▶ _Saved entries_
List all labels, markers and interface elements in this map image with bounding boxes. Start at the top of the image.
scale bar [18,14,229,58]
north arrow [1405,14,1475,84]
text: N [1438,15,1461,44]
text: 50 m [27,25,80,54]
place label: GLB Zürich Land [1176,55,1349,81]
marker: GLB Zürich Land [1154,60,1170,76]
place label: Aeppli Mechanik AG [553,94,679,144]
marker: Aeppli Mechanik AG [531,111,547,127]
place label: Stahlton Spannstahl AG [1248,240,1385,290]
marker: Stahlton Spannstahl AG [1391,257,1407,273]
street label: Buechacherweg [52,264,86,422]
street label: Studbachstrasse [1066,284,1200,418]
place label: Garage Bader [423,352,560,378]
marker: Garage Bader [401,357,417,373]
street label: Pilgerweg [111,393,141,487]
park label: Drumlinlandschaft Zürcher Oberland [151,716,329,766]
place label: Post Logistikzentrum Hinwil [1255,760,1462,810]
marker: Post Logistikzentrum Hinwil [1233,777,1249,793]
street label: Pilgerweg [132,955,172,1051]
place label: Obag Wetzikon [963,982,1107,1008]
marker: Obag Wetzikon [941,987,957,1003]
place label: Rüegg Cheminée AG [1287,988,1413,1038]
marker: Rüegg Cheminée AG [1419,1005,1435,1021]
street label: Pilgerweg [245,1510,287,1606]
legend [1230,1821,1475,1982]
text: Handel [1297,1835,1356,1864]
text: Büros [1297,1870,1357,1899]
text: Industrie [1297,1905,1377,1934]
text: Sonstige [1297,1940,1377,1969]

▶ _ASSIGNMENT_
The answer should contain every line of the data, unchanged.

▶ _SOLUTION_
List all labels, markers and interface elements in this map image with bounding boxes. Start at the top of the image.
scale bar [18,14,229,58]
north arrow [1405,14,1475,84]
text: N [1438,15,1461,44]
text: 50 m [27,25,80,54]
place label: GLB Zürich Land [1176,55,1349,81]
marker: GLB Zürich Land [1154,60,1170,76]
place label: Aeppli Mechanik AG [553,94,679,144]
marker: Aeppli Mechanik AG [531,111,547,127]
place label: Stahlton Spannstahl AG [1248,240,1385,290]
marker: Stahlton Spannstahl AG [1391,257,1407,273]
street label: Buechacherweg [52,264,86,422]
street label: Studbachstrasse [1066,284,1200,418]
place label: Garage Bader [423,352,560,378]
marker: Garage Bader [401,357,417,373]
street label: Pilgerweg [111,393,141,487]
park label: Drumlinlandschaft Zürcher Oberland [151,716,329,766]
place label: Post Logistikzentrum Hinwil [1255,760,1462,810]
marker: Post Logistikzentrum Hinwil [1233,777,1249,793]
street label: Pilgerweg [132,955,172,1051]
place label: Obag Wetzikon [963,982,1107,1008]
marker: Obag Wetzikon [941,987,957,1003]
place label: Rüegg Cheminée AG [1287,988,1413,1038]
marker: Rüegg Cheminée AG [1419,1005,1435,1021]
street label: Pilgerweg [245,1510,287,1606]
legend [1230,1821,1475,1982]
text: Handel [1297,1835,1356,1864]
text: Büros [1297,1870,1357,1899]
text: Industrie [1297,1905,1377,1934]
text: Sonstige [1297,1940,1377,1969]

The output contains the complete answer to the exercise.